Die hiesige Musikszene – das muss in dieser Deutlichkeit gesagt werden – ist ein Aushängeschild für die Stadt, aber auch für ganz Sachsen. Die enormen nationalen und internationalen Erfolge von Bands und Musiker:innen wie Die Prinzen, Silbermond, Polarkreis18, Kraftklub, Woods of Birnham, Ätna oder Purple Disco Machine waren und sind ein ohrenfälliges Zeichen, dass Sachsen mehr zu bieten hat als Pegida-Aufmärsche und AfD-Erfolge. Doch dieser Erfolg kommt nicht von ungefähr. Er fußt auf der Existenz einer breiten und vielseitigen Musikszene, die jenseits der großen deutschen Musikzentren Berlin und Hamburg zweifellos ihresgleichen sucht. Dieser Szene wurde durch die Entwicklung der letzten Jahre ihre Infrastruktur zunehmend entzogen, was viele Musikschaffende dazu zwingt, aufzugeben oder abzuwandern.

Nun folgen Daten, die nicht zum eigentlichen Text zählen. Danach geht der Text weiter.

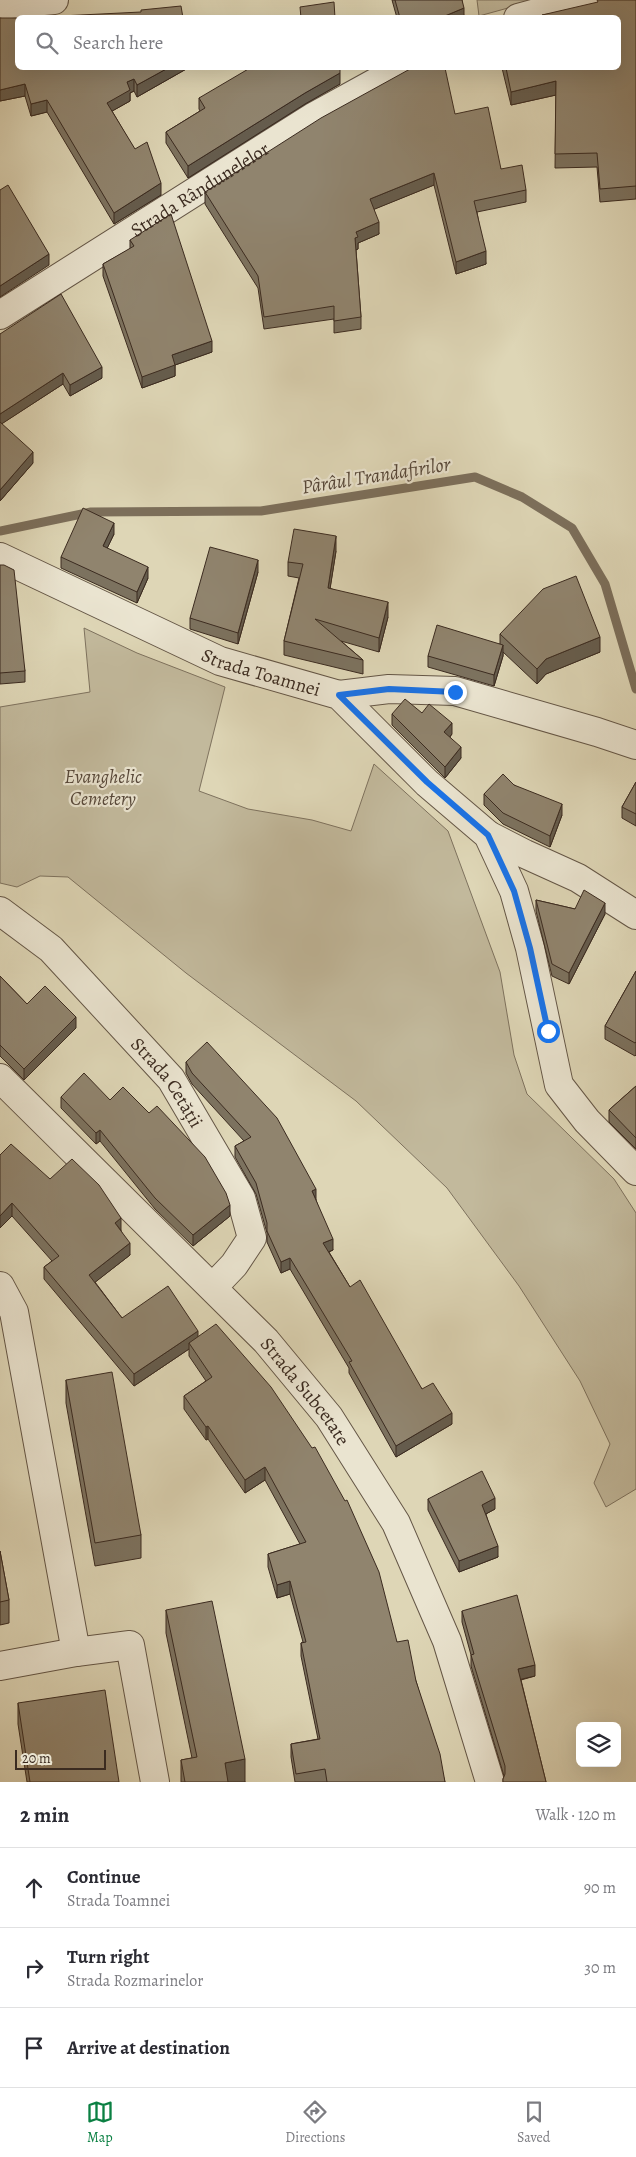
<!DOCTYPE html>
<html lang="en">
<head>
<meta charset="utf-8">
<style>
  :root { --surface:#fff; --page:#f2f2f3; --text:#2b2b33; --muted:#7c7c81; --line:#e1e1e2; --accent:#0b8043 }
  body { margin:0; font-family:Alegreya,serif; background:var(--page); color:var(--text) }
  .controls { position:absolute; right:15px; bottom:15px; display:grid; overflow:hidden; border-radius:8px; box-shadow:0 5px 20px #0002 }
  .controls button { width:45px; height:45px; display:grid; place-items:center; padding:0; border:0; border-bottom:1px solid var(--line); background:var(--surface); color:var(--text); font:25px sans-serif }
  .scale { position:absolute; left:15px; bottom:12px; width:91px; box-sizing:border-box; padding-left:5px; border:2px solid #3b2b20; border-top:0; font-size:14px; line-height:18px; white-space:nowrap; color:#3b2b20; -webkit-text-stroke:4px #eae4d0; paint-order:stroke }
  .stop { position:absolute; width:15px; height:15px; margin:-11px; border:4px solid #1a73e8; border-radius:50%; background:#fff }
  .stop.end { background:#1a73e8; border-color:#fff; box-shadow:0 1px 5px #0008 }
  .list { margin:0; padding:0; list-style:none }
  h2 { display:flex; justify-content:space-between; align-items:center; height:65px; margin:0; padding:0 20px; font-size:21px }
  h2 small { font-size:16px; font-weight:400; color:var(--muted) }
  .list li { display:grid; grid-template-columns:32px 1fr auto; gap:15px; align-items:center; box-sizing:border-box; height:80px; padding:0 20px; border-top:1px solid var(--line) }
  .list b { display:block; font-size:19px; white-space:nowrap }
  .list p { margin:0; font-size:16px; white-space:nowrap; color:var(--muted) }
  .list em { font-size:16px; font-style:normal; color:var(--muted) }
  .icon { flex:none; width:28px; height:28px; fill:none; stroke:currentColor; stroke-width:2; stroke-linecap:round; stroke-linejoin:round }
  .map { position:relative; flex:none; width:636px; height:1782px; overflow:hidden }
  .search { position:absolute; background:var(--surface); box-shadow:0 5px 20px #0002; left:15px; right:15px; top:15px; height:55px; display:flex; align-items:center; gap:12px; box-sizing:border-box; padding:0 18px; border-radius:8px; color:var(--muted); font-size:19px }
  .sheet { height:305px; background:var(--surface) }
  nav { display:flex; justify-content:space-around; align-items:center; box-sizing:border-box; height:70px; border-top:1px solid var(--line); background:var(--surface); font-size:14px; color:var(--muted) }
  nav a { display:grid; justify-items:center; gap:2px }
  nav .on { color:var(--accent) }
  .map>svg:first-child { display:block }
  .green { fill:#c2b99c; stroke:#7e725e }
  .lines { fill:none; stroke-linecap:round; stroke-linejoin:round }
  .stream { stroke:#7c6f5b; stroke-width:9 }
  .minor-casing { stroke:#645646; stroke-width:30 }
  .tertiary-casing { stroke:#645646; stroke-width:30 }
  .minor { stroke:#eae4d0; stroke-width:28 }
  .tertiary { stroke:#eae4d0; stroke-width:28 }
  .wall { fill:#7c725f; stroke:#3b2b20 }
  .shaded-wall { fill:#655c4d; stroke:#3b2b20 }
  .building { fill:#90846e; stroke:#3b2b20 }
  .route { stroke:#1a73e8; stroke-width:6 }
  .labels { text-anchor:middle; stroke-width:4.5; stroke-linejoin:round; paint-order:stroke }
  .street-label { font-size:19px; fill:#3b2b20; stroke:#eae4d0 }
  .park-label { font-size:19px; font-style:italic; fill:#564739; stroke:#eae4d0 }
  .water-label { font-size:20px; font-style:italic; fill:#564739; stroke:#eae4d0 }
</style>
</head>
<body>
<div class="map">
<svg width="636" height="1782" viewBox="0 0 636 1782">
  <rect width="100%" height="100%" fill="#ded6b6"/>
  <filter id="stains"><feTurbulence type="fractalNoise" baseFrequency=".004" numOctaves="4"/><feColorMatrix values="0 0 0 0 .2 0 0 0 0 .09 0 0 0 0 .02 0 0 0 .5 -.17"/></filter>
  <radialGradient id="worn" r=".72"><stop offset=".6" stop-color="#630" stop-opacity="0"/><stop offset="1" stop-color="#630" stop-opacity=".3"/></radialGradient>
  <path class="green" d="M477,0H537L479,16Z
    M84,628L137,653L225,687L199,791L248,809L312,820L351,831L374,764L448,831L500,972L514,1055L527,1094L614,1179L636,1213V1489L606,1507L594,1483L610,1444L580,1381L519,1286L447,1188L356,1101L186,973L68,877L40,876L17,887L0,883V707L90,692Z"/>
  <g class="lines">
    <path class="stream" d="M0,531L91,512L261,511L475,477L522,497L572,528L605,584L636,689"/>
    <defs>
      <g id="minor">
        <path d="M518,18L584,0"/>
        <path id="s1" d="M0,315L313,117L402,68"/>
        <path id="s2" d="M0,557L220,661L339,695L427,783L488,835L514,891L530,948L559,1085L587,1121L636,1171"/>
        <path d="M339,695L389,689L455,691L597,732L636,745"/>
        <path d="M488,835L525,854L578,878L636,915"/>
        <path id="s3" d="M0,911L51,949L171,1079L241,1198L252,1238L234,1265L213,1287"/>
        <path id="s4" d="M0,1078L266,1341L329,1417L396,1523L447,1641L490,1782"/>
        <path d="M0,1286L14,1312L76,1652L130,1645L155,1782"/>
        <path d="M0,1666L76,1652"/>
      </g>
      <path id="tertiary" d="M0,5L54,0"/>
    </defs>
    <use href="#minor" class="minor-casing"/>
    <use href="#tertiary" class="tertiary-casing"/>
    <use href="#minor" class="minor"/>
    <use href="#tertiary" class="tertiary"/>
  </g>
  <path class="wall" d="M392,0H462L464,18H397Z
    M636,0V199L600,202L597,167L555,168L556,95L511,105L502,68H618V18H542V15Z
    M0,18L188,68L137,97L134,91L130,93V101L112,111L161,195L114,224L47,112L31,116L25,96L0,101Z
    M340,84L305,104L188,178L166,143V132L200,111L199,109V98Z
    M455,114L501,169L526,190V202L477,212L486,264L456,274L434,185L374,209L379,234L358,243V249L356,250L361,317V329L334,333V319L264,329L258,288L205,204V192Z
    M130,240L212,352L175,365V376L142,388L103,276V264L130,249Z
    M0,334L102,378L70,396L63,384L1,424L33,463L0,501Z
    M114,534L107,548L148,578L137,603L61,568V557Z
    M336,551L330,588L388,617L379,652L341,641L363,660V674L284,655V641L299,578L288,576V562Z
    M0,565L25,671V682L0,684Z
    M258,572L238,644L190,629V618Z
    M500,634L600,652L546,674L537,684L503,652V656L494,686L428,667V656L500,644Z
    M422,713L452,734L450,737L461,758L445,778L392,725V714Z
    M636,782V826L622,818V807Z
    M514,785L562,815L550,847L503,824L484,805V794Z
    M536,900L575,909L605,914L569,984L552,976L536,911Z
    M636,971V1055L635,1056L605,1039V1026Z
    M0,976L27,1004L76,1028L24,1080L0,1056Z
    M186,1062L316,1200L333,1250L329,1252L350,1287L422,1389L452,1424L396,1457L349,1373V1368L290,1269L281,1273L267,1242V1233L256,1194L235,1157V1146L244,1141L192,1084L186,1073Z
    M636,1086V1149L609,1122V1110Z
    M61,1097L110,1100L230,1216L193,1246L155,1209L100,1141L96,1144L61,1108Z
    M0,1155L50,1179L121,1230L130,1255L95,1282L122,1318L198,1337L397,1642L416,1681L445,1782H295L291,1757V1744L318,1739L301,1656V1643L303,1642L290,1594L277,1598L268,1567V1554L300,1544L265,1480L245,1493L208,1439L206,1440L184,1409V1396L206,1381L189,1356V1349L134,1386L44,1279V1267L52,1261L12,1216L0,1228Z
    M66,1380L141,1535V1558L95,1566L66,1403Z
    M428,1499L495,1509L486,1514L498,1557L459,1572L428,1510Z
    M0,1551L9,1600V1623L0,1625Z
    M166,1610L245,1782H181V1760L192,1758L166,1633Z
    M462,1611L535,1676L521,1680L546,1782H503V1779L504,1776L471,1666V1655L462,1622Z
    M18,1703L119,1782H27L18,1724Z"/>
  <path class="shaded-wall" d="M464,8V18H440Z
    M168,68H188L137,97V85Z
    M340,73V84L305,104L188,178V166L305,93Z
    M134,79V91L130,93V101L107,114V103L127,82Z
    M556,81V95L511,105V92Z
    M25,84V96L0,101V90Z
    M47,100V112L31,116V104Z
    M434,173V185L370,211V199Z
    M161,183V195L114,224V213Z
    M379,222V234L358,243V249L355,250V238L356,232Z
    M486,251V264L456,274V262Z
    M49,254V265L0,297V286Z
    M212,341V352L175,365V376L142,388V377L172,355Z
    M102,367V378L70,396V385Z
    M63,373V384L0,425V414Z
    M33,452V463L0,501V490Z
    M114,523V534L103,557V546Z
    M336,536V551L328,602V588Z
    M258,560V572L238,644V633Z
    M148,567V578L137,603V592Z
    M388,602V617L379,652V638Z
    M600,637V652L546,674L537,684V669L546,659Z
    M503,645V656L494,686V675Z
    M452,723V734L444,743V732Z
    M461,747V758L445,778V767Z
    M562,804V815L550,847V836Z
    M605,903V914L569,984V973Z
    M76,1017V1028L24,1080V1069Z
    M100,1130V1141L96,1144V1133Z
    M316,1189V1200L312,1191Z
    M12,1203V1216L0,1228V1216Z
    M230,1205V1216L193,1246V1235Z
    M121,1218V1230L115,1223Z
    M333,1239V1250L323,1254V1243Z
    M130,1243V1255L89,1287V1275Z
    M290,1258V1269L281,1273V1262Z
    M198,1331V1343H189V1349L134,1386V1374Z
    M452,1413V1424L396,1457V1446Z
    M208,1426V1439L206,1440V1427Z
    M265,1467V1480L245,1493V1480Z
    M495,1498V1509L482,1516V1505Z
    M498,1546V1557L459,1572V1561Z
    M290,1581V1594L277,1598V1585Z
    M535,1665V1676L518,1680V1669Z
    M245,1759V1782H225V1763Z"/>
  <path class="building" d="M395,0H462L464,8L440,18H400Z
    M597,0H636V186L600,189L597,153L555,154L556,81L511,92L506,68H618V18H543L542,15L598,2Z
    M334,2L335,18H301L300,7Z
    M181,6L183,18H20L141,12V10Z
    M0,18H18V68H168L137,85L134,79L127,82L130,90L107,103L135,149L147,142L161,183L114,213L47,100L31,104L25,84L0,90Z
    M250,68H340V73L305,93L188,166L166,132L205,108L199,98Z
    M412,68H445L455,114L488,107L501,169L522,165L526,190L474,201L486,251L456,262L434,173L370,199L379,222L356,232L358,237L355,238L361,317L334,321V306L264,317L258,276L205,192L321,118L410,69Z
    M8,185L49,254L0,286V190Z
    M171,214L212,341L172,355L175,365L142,377L103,264L134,246L130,240Z
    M61,294L102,367L70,385L63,373L0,414V334Z
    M0,422L33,452L0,490Z
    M83,508L114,523L103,546L148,567L137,592L61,557Z
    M294,529L336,536L328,588L388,602L379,638L315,619L363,660L284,641L303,564L288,562Z
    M210,547L258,560L238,633L190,618Z
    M0,565H4L14,570L25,671L0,673Z
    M576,576L600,637L546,659L537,669L500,634L543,589Z
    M437,625L503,645L494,675L428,656Z
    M405,699L422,713L429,704L452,723L444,732L461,747L445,767L392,714Z
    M503,774L514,785L562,804L550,836L503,813L484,794Z
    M636,782V814L622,807Z
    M584,890L605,903L569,973L552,964L536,900L575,909Z
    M636,971V1042L635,1043L605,1026Z
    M0,976L27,1004L45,986L76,1017L24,1069L0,1045Z
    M207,1042L277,1118L316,1189L312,1191L333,1239L323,1243L350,1287L360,1280L422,1389L433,1383L452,1413L396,1446L349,1362L352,1361L290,1258L281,1262L267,1231V1223L256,1183L235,1146L251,1137L192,1073L186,1062Z
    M84,1073L110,1100L123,1087L149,1113L157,1106L205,1157L226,1193L230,1205L193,1235L155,1198L100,1130L96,1133L61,1097Z
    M636,1086V1138L609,1110Z
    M11,1144L50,1179L72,1159L99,1185L121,1218L115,1223L130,1243L89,1275L122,1318L168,1286L198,1331L134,1374L44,1267L59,1256L12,1203L0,1216V1155Z
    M216,1324L271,1387L312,1448L315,1447L345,1501L347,1500L379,1572L397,1642L408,1640L416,1681L440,1754L445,1782H327L325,1769L296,1774L291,1744L320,1739L301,1643L306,1642L290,1581L277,1585L268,1554L306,1542L265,1467L245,1480L208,1426L206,1427L184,1396L212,1377L189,1343Z
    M112,1372L141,1535L95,1543L66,1380Z
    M482,1471L495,1498L482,1505L498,1546L459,1561L428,1499Z
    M0,1551L9,1600L0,1602Z
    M517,1595L535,1665L518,1669L546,1782H503V1779L505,1774V1766L471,1655L474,1654L462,1611Z
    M212,1601L245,1759L225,1763L228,1782H185L181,1760L197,1757L166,1610Z
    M105,1690L119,1782H30L18,1703Z"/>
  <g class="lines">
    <path class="route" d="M455,692L389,689L339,695L427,782L488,835L514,891L530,948L548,1031"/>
  </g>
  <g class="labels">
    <g class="street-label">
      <text dy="7" stroke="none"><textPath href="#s1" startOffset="236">Strada Rândunelelor</textPath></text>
      <text dy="7" stroke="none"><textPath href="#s2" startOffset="286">Strada Toamnei</textPath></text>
      <text dy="7" stroke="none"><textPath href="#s3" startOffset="241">Strada Cetății</textPath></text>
      <text dy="7" stroke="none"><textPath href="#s4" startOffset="438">Strada Subcetate</textPath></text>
    </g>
    <g class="park-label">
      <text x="103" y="783">Evanghelic<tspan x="103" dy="22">Cemetery</tspan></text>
    </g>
    <g class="water-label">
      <text transform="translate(376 475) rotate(-9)" y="7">Pârâul Trandafirilor</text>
    </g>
  </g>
  <rect width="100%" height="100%" filter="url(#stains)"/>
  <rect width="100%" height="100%" fill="url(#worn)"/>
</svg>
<div class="controls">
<button><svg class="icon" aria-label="layers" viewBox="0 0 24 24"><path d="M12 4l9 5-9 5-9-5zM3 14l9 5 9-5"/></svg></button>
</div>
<div class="scale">20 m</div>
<div class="stop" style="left:548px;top:1031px"></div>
<div class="stop end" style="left:455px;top:692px"></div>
<div class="search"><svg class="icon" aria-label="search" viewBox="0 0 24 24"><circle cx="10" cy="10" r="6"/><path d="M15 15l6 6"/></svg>Search here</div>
</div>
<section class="sheet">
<h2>2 min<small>Walk · 120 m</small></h2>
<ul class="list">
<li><svg class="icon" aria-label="ahead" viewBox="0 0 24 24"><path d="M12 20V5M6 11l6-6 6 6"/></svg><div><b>Continue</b><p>Strada Toamnei</p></div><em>90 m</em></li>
<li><svg class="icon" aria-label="right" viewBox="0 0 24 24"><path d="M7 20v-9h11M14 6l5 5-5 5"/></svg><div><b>Turn right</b><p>Strada Rozmarinelor</p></div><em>30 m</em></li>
<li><svg class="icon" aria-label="arrive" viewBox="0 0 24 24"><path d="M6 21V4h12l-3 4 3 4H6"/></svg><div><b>Arrive at destination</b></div></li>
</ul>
</section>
<nav>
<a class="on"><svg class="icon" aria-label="map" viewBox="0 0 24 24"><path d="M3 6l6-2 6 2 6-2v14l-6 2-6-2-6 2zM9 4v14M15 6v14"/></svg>Map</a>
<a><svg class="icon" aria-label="directions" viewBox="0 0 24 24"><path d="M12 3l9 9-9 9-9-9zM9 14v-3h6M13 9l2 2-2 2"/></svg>Directions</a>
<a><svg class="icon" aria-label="saved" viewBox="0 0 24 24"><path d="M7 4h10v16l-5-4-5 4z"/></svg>Saved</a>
</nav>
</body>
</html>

Darüber hinaus gilt es sich bewusst zu machen, wie wichtig eine funktionierende Musikszene im sich abzeichnenden Wettbewerb der Städte um die Arbeitnehmer:innen von morgen ist. Angesichts einer Vielzahl von offenen Stellen im gesamten Bundesgebiet wird sich die Entscheidung, wo Menschen leben und arbeiten wollen, zunehmend an den sogenannten „weichen Standortfaktoren“ orientieren. Ein attraktives Nachtleben mit Clubs und Kulturangeboten gehört hier genauso zu den ausschlaggebenden Kriterien wie das Vorhandensein von Räumlichkeiten, in denen man sich musikalisch betätigen kann. Rein statistisch spielt fast jede:r sechste Dresdner:in mindestens ein Musikinstrument – das sind knapp 100.000 Menschen. Doch Räume, in denen man dieser Tätigkeit nachgehen kann, sind hier praktisch nicht mehr zu finden.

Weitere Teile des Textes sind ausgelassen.